Today, CalPERS is exploring expansion of the Biosimilar First program to all our health plans and talking with our pharmacy benefit managers on a similar biosimilar program.
Substituting biosimilar drugs for biologics could drive down the price of expensive medicines, with savings estimated to be $38.4 billion or 5.9% of projected total U.S. spending on biologics from 2021 to 2025, according to the American Journal of Managed Care.
Why Haven’t I Heard of Biosimilars?
Unlike generics, biosimilars face a unique set of regulatory, manufacturing, and business challenges.
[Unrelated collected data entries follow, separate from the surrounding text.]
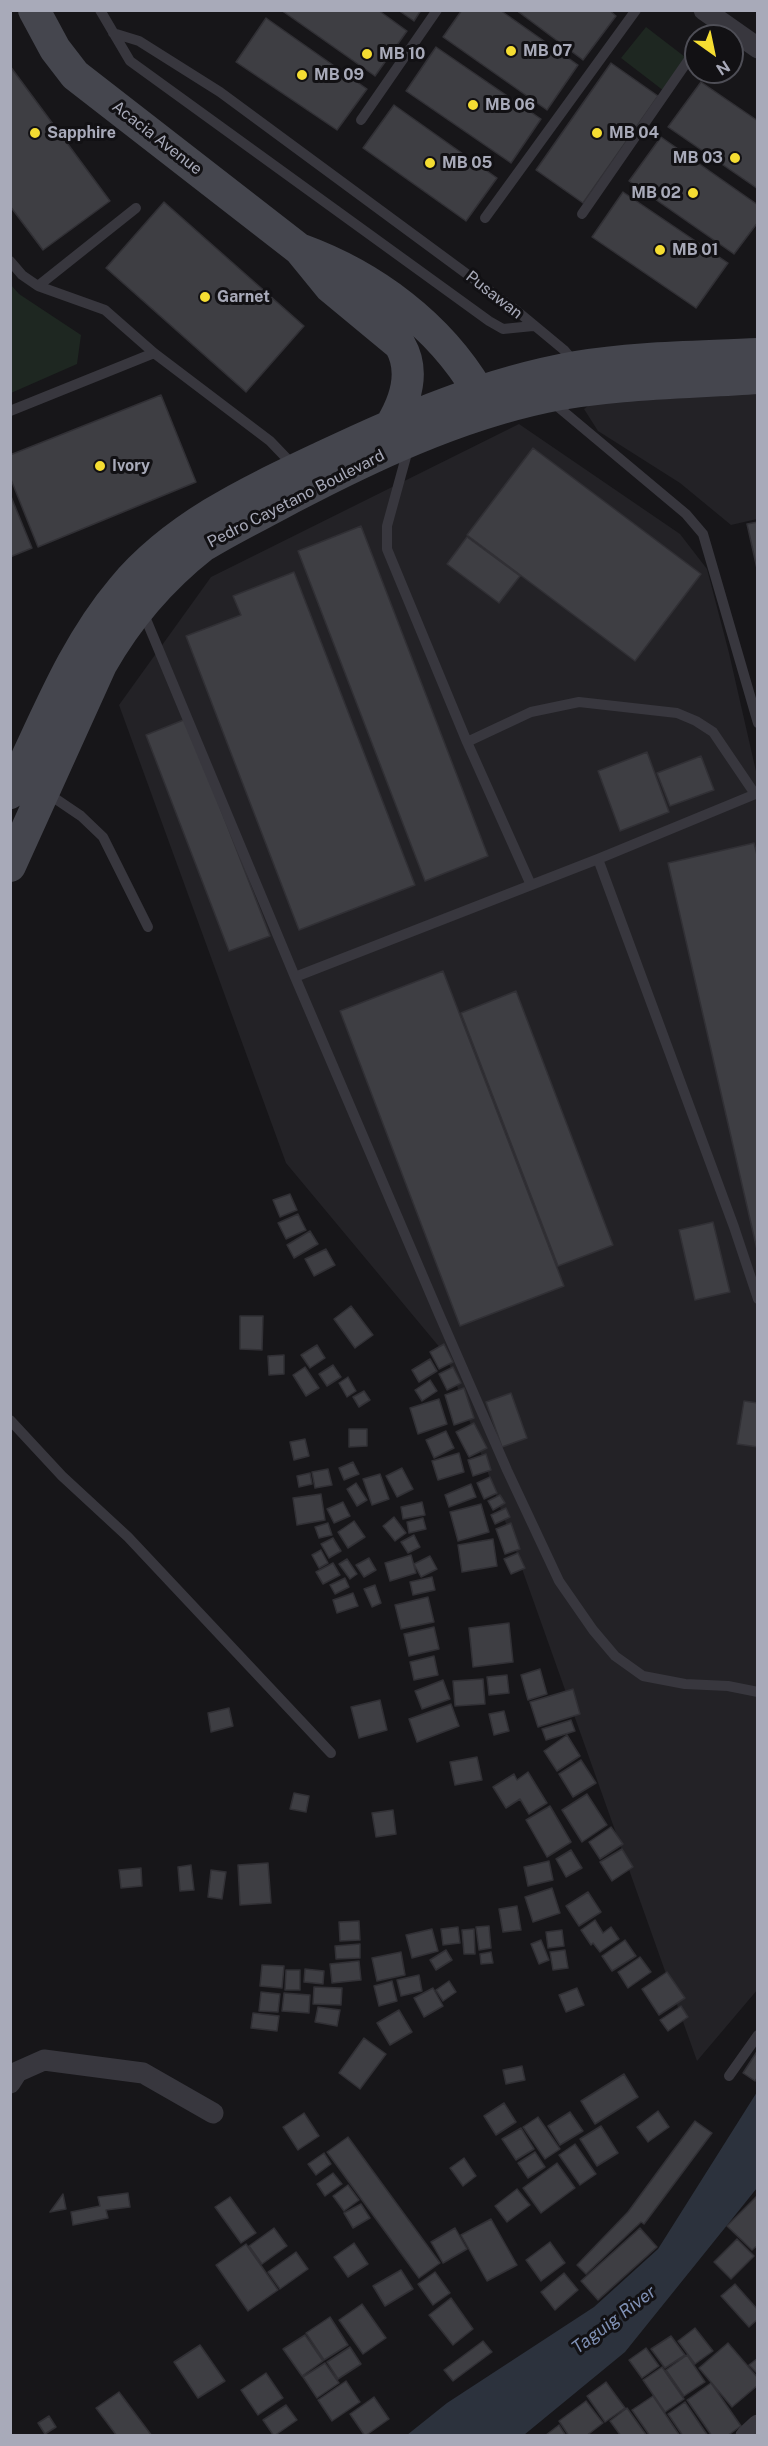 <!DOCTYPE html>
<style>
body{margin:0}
#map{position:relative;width:768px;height:2446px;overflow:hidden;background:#171619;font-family:"Public Sans",sans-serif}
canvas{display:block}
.frame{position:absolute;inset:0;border:12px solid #a8aab9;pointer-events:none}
.north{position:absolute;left:684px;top:24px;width:60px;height:60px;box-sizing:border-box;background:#121114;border:2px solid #4e4e56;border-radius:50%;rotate:147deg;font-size:16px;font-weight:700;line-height:24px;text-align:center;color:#a8aab9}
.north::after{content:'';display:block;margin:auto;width:21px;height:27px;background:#f5dd32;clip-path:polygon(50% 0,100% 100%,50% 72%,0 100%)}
</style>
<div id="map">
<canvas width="768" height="2446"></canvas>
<div class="frame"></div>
<div class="north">N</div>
</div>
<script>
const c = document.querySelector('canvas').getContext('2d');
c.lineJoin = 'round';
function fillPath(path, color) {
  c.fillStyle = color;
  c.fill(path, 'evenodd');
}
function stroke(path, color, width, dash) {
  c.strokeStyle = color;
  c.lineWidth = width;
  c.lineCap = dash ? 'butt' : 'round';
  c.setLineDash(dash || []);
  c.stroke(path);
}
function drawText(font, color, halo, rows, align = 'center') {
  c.font = font + ' "Public Sans",sans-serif';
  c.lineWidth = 6;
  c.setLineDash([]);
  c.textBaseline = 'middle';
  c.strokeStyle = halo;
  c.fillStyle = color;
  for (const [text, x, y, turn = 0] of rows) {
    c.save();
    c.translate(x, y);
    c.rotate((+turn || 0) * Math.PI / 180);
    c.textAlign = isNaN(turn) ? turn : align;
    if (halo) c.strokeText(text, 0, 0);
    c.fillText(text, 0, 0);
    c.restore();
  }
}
fillPath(new Path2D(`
 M757,390V519L731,525L680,483L598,431L584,409L593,402Z
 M519,424L680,534L707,569L729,653L758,780V1989L697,2061L446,1355L286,1163L119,705L211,577Z`), '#232226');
fillPath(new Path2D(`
 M646,27L689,60L664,91L621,58Z
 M11,285L19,294L81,335L77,364L11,393Z`), '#1e2721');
fillPath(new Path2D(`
 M757,2092V2188L625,2352L524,2435H407L447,2403L594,2307L658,2249Z`), '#2c323d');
const building = new Path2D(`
 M281,10H378L407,31L375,76Z
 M398,10H421L414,21Z
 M462,10H500L578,65L547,110L443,37Z
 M516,10H609L616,16L583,60Z
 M266,18L367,89L337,130L236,62Z
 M436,47L541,119L511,163L406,91Z
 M611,63L658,96L583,203L536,170Z
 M10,66L110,201L43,250L10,206Z
 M701,82L758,121V189L668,127Z
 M394,105L497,178L466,221L363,148Z
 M661,137L758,205V222L734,254L629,181Z
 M623,192L728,263L696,308L592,237Z
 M164,202L304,326L246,392L106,268Z
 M161,395L196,482L38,547L10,477V455Z
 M533,448L701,574L635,661L467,535Z
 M10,494L32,548L10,557Z
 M758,522V573L747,524Z
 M361,526L488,856L425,881L298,551Z
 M467,537L520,576L499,603L447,564Z
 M294,572L415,885L299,930L186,636L241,615L233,596Z
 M186,719L270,936L229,951L146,735Z
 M647,752L669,812L620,831L598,771Z
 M701,756L714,790L670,806L657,773Z
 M754,843L758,859V1254L668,863Z
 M443,971L564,1286L460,1326L340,1011Z
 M516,991L613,1245L558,1266L461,1013Z
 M290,1194L297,1210L280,1217L273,1200Z
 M298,1214L306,1230L286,1239L278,1223Z
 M713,1222L730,1292L695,1300L679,1230Z
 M310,1231L318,1244L294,1258L287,1245Z
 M326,1249L335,1265L314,1276L305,1259Z
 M351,1306L373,1335L355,1348L334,1319Z
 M240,1316H263L262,1350L240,1349Z
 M444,1344L453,1362L439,1369L430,1352Z
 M317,1345L325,1358L310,1368L301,1355Z
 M284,1355V1374L269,1375L268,1356Z
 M430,1359L437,1371L419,1382L412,1370Z
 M333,1365L341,1377L327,1386L319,1374Z
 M305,1367L319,1388L306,1396L293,1375Z
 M453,1367L461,1383L447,1390L439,1374Z
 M348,1377L356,1391L347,1397L339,1383Z
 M430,1380L437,1391L422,1401L415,1390Z
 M464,1388L474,1418L454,1425L445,1395Z
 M364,1391L370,1400L359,1407L353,1397Z
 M511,1393L527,1438L502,1447L486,1402Z
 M439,1399L447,1424L418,1434L410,1408Z
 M744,1401L758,1403V1447L737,1444Z
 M474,1423L487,1448L469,1457L456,1432Z
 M349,1429H367V1446L349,1447Z
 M446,1431L454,1448L434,1458L426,1440Z
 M305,1439L309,1456L294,1460L290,1442Z
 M459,1453L464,1472L438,1480L432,1461Z
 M486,1454L491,1470L473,1476L468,1460Z
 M353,1462L359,1474L344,1480L339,1468Z
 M402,1468L413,1489L397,1497L386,1476Z
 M328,1469L332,1485L315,1488L312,1472Z
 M310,1473L312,1484L299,1487L297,1476Z
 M380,1474L389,1499L372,1505L363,1479Z
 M490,1477L497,1493L484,1499L477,1483Z
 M356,1483L367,1500L357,1506L347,1489Z
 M471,1484L476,1497L449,1507L445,1495Z
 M321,1494L325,1520L297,1525L293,1498Z
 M500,1495L505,1503L493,1510L488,1501Z
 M343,1502L350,1516L334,1523L327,1509Z
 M422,1502L425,1515L403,1519L401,1507Z
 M481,1504L489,1532L458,1541L450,1512Z
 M506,1508L510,1517L495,1524L491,1515Z
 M394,1517L406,1533L395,1541L383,1526Z
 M423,1518L426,1529L409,1533L407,1522Z
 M354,1521L365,1537L348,1548L338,1532Z
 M328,1523L332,1535L319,1538L315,1527Z
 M511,1523L520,1549L505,1554L496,1529Z
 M414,1535L420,1547L408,1553L401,1542Z
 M333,1538L341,1551L329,1558L321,1544Z
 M493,1539L497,1566L462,1572L458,1545Z
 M321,1550L328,1563L319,1568L312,1555Z
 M518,1553L525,1568L511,1574L504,1559Z
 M411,1555L416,1573L390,1581L385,1563Z
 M430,1556L437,1569L421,1577L414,1564Z
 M369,1558L376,1570L364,1577L356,1565Z
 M347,1559L357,1574L350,1579L339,1564Z
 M333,1563L340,1575L323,1584L316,1572Z
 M432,1577L435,1590L413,1595L410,1582Z
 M345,1578L349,1587L335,1594L330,1585Z
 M375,1585L381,1603L372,1607L364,1589Z
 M353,1593L358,1606L337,1613L333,1600Z
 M428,1597L434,1622L401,1629L395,1605Z
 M509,1623L513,1662L473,1667L469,1628Z
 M434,1627L439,1649L409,1656L404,1634Z
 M434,1656L438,1675L414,1680L410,1662Z
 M540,1669L547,1694L528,1700L521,1675Z
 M507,1675L509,1693L489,1695L487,1677Z
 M483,1679L485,1704L455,1706L453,1681Z
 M443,1680L450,1699L422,1709L415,1691Z
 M573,1689L580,1714L538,1727L530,1702Z
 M380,1700L387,1730L359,1738L351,1707Z
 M451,1704L459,1726L417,1742L409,1719Z
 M229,1708L233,1726L211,1732L208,1713Z
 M504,1711L509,1731L494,1735L489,1714Z
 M571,1720L575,1731L546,1740L542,1729Z
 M567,1735L580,1756L557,1771L544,1751Z
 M477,1757L482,1780L455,1785L450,1762Z
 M581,1760L596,1783L573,1797L559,1774Z
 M528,1772L547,1803L529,1814L520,1799L506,1808L493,1787L514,1774L517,1780Z
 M294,1793L309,1796L306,1812L290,1809Z
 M587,1794L607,1825L582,1842L562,1810Z
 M550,1806L571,1842L547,1857L526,1820Z
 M393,1810L396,1834L376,1837L372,1813Z
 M611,1827L623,1844L600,1859L589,1842Z
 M622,1849L633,1867L612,1881L600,1862Z
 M571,1850L582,1868L566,1877L556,1859Z
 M549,1861L553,1880L528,1886L524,1867Z
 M268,1863L271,1903L240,1905L238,1865Z
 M191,1865L194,1890L180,1891L178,1867Z
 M141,1868L142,1886L121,1888L119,1870Z
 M211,1870L226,1872L222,1899L208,1897Z
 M552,1888L560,1913L533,1922L525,1897Z
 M588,1892L601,1912L579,1926L566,1906Z
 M517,1906L521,1930L503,1932L499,1909Z
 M595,1920L603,1933L611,1927L619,1939L600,1952L593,1943L591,1945L581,1930Z
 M359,1921L360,1940L340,1941L339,1922Z
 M489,1926L491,1948L479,1950L476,1927Z
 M458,1927L460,1943L443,1945L441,1929Z
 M432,1929L438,1951L412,1958L406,1935Z
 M474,1929L475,1954H464L462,1930Z
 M562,1930L564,1946L548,1948L546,1932Z
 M541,1940L549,1960L539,1964L531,1944Z
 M625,1940L636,1956L612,1971L602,1956Z
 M360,1944V1958L336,1959L335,1946Z
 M446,1950L452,1960L436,1970L430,1960Z
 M565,1950L568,1968L553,1970L550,1952Z
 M401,1952L405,1975L377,1981L372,1958Z
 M491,1952L493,1963L481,1964L480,1954Z
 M640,1957L651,1972L628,1988L618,1972Z
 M359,1961L361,1980L332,1983L330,1964Z
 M262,1965L284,1966L282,1988L260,1986Z
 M305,1969L324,1971L323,1984L304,1982Z
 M286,1970H300V1990H285Z
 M667,1972L685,1998L659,2015L642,1989Z
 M419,1975L422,1991L401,1996L397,1980Z
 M392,1981L397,2001L379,2006L374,1986Z
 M449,1981L456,1992L443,2001L436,1990Z
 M314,1987L342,1988L341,2005L313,2004Z
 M433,1988L443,2006L424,2017L414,1998Z
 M577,1988L584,2005L566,2012L559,1995Z
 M261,1992L280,1994L278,2012L259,2011Z
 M284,1993L310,1995L309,2013L282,2011Z
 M681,2006L688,2017L668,2031L660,2020Z
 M318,2007L340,2010L337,2026L315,2022Z
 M399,2010L412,2032L390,2045L377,2023Z
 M253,2013L279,2016L277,2031L251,2028Z
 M364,2038L386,2054L360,2089L339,2073Z
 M758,2050V2077L755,2081L743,2073Z
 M522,2066L525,2080L506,2084L503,2070Z
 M624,2074L638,2097L595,2124L581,2101Z
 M504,2103L516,2122L496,2135L484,2116Z
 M658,2111L669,2127L648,2142L637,2127Z
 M570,2112L583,2131L560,2145L548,2126Z
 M304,2113L319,2136L298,2150L283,2127Z
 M538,2117L560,2149L545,2159L523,2127Z
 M695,2121L712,2133L644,2224L641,2222L586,2274L577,2265L628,2212Z
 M601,2126L618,2153L597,2166L580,2139Z
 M521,2128L534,2149L516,2160L502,2139Z
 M348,2137L440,2263L419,2278L327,2152Z
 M575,2144L596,2174L580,2185L559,2155Z
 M535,2152L545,2167L528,2178L518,2163Z
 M324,2153L331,2164L316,2175L308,2164Z
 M464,2158L476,2176L463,2186L450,2168Z
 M557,2163L575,2188L541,2213L523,2188Z
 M333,2173L342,2184L325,2196L317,2184Z
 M348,2185L359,2200L344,2211L333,2196Z
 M517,2189L530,2205L507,2222L495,2206Z
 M128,2193L130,2207L106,2210L108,2218L73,2225L71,2212L100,2206L98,2197Z
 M63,2194L66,2209L50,2212Z
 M758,2195V2245L752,2250L727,2226Z
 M230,2197L256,2233L241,2243L215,2207Z
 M361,2204L370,2218L353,2228L344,2213Z
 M491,2219L517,2265L487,2281L461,2235Z
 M274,2228L287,2246L262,2264L249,2246Z
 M455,2228L467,2249L443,2263L431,2242Z
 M640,2228L657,2247L598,2300L581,2281Z
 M737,2239L754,2256L731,2279L714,2262Z
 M550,2242L565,2263L541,2281L526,2260Z
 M354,2243L368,2264L348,2277L334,2257Z
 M246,2244L278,2290L248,2311L216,2265Z
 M296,2252L308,2269L280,2289L268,2272Z
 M401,2270L413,2289L385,2306L373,2286Z
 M435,2272L450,2293L433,2305L418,2284Z
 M564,2273L578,2290L555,2310L541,2292Z
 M735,2284L758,2310V2319L749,2327L721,2296Z
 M451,2298L473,2329L453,2345L429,2315Z
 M362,2304L386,2338L363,2354L339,2320Z
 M330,2317L348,2345L324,2360L306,2333Z
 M695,2328L713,2351L695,2364L678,2341Z
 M305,2335L323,2361L302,2376L283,2349Z
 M671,2336L685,2355L665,2368L651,2349Z
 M483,2341L492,2352L453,2381L444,2370Z
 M728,2343L758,2378V2385L732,2407L699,2368Z
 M200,2345L225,2381L198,2398L174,2362Z
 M350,2347L361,2364L338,2379L327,2362Z
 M646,2348L659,2366L642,2378L629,2360Z
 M687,2355L705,2382L684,2396L666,2370Z
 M758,2358V2374L749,2365Z
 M325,2363L339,2383L317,2398L303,2377Z
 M662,2367L684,2399L665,2412L643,2380Z
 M266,2373L283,2398L258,2415L241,2390Z
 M346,2381L360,2402L332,2421L318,2400Z
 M606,2382L625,2408L605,2422L587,2396Z
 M711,2383L741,2426L727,2436H712L687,2400Z
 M119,2392L152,2436H117L96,2408Z
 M653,2396L680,2436H650L632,2410Z
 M374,2397L389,2419L365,2436L350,2414Z
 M586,2401L603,2423L586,2436H569L559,2421Z
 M685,2402L708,2436H683L668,2414Z
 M286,2405L297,2420L274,2436L263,2420Z
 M627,2408L647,2436H621L610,2421Z
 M49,2416L56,2427L45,2434L38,2423Z
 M559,2425L566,2436H546V2435Z`);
fillPath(building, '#3e3e43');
stroke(building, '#313035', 1.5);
stroke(new Path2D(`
 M100,10L130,61L489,321L503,329L533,326
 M113,33L139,41L220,92L517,311L564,350L575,363
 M705,36L717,19
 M361,120L437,10
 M582,214L696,49
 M485,218L636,10
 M10,261L22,275L38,286L105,310L154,353L270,441L294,466
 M38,286L136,208
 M551,401L686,514L703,534L758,723
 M10,411L154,353
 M409,446L387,526V549L467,742L531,885
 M143,612L295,977L598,859L758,793
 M467,742L531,712L579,702L677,713L696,721L713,732L755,794
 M47,793L81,816L103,837L148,927
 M598,859L734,1227L758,1299
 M295,977L439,1314L507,1470L559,1581L593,1630L615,1656L643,1676L685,1684L728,1686L758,1692
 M10,1420L62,1476L128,1537L331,1753
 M729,2076L758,2035`), '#38373e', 10);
stroke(new Path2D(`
 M704,10L758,48
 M10,2083L17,2072L44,2060L143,2073L213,2113
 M746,2436L758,2425`), '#38373e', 21);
stroke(new Path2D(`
 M34,10L55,49L75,75L299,249L330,287L400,345C415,371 406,400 391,425
 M302,250C373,276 439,325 478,391
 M10,793C44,724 72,648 122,589C174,526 250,491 322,457C404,418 486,383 576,367C635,357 698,357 758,354
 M10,866L101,665C127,619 161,579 203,546C232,528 262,514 291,498C371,456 456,416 545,397C614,383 687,383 758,378`), '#45464e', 32);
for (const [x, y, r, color] of [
 [511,51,6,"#f5dd32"],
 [367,54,6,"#f5dd32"],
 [302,75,6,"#f5dd32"],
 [473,105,6,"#f5dd32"],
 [35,133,6,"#f5dd32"],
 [597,133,6,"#f5dd32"],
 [735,158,6,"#f5dd32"],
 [430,163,6,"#f5dd32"],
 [693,193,6,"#f5dd32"],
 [660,250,6,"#f5dd32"],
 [205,297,6,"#f5dd32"],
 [100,466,6,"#f5dd32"]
]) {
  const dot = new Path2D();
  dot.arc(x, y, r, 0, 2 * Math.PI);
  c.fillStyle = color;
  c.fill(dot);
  stroke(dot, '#121114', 2);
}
drawText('bold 16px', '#a8aab9', '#121114', [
 ["MB 07",523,51],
 ["MB 10",379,54],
 ["MB 09",314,75],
 ["MB 06",485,105],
 ["Sapphire",47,133],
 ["MB 04",609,133],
 ["MB 03",723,158,"right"],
 ["MB 05",442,163],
 ["MB 02",681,193,"right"],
 ["MB 01",672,250],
 ["Garnet",217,297],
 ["Ivory",112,466]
], 'left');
drawText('16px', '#a8aab9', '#121114', [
 ["Acacia Avenue",157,138,38],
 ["Pusawan",494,295,38],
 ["Pedro Cayetano Boulevard",296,499,-27]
]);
drawText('italic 18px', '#7f90b4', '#121114', [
 ["Taguig River",614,2320,-37]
]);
</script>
Here’s why:
- The complex drug purchasing system in the U.S. actively engages in behind-the-scenes rebates and complex fee structures that prefers biologics.
- With traditional generics, pharmacists can substitute a generic without a new prescription. When it comes to biosimilars, pharmacists must request a new prescription, which creates another barrier to biosimilar use.
- Many doctors and patients are not familiar with biosimilars.
- Many doctors aren’t inclined to switch a patient to a biosimilar if they’re doing well on a biologic.
What You Can Do
If you have a complex medical condition, talk to your healthcare provider to see if your medication is available as a biosimilar and if it might be an option for you. Biosimilars compared to their original biologics:
- Are made with the same types of natural sources
- Provide the same treatment benefits
- Are administered the same way
- Have the same strength and dosage
- Have the same side effects
According to a 2021 study by the RAND Corporation, a non-profit global policy think tank, prices of prescription drugs in the U.S. are 2.4 times higher than the average price of prescriptions in comparable countries (Austria, Australia, Belgium, Canada, Germany, Japan, Sweden, Switzerland, and the United Kingdom).
“We believe biosimilars play a critical role in our ability to lower health care costs while offering the same efficacy and safety profile as the original biologic drugs,” Dr. Mantong says. “The results of adopting biosimilars is good for everyone.”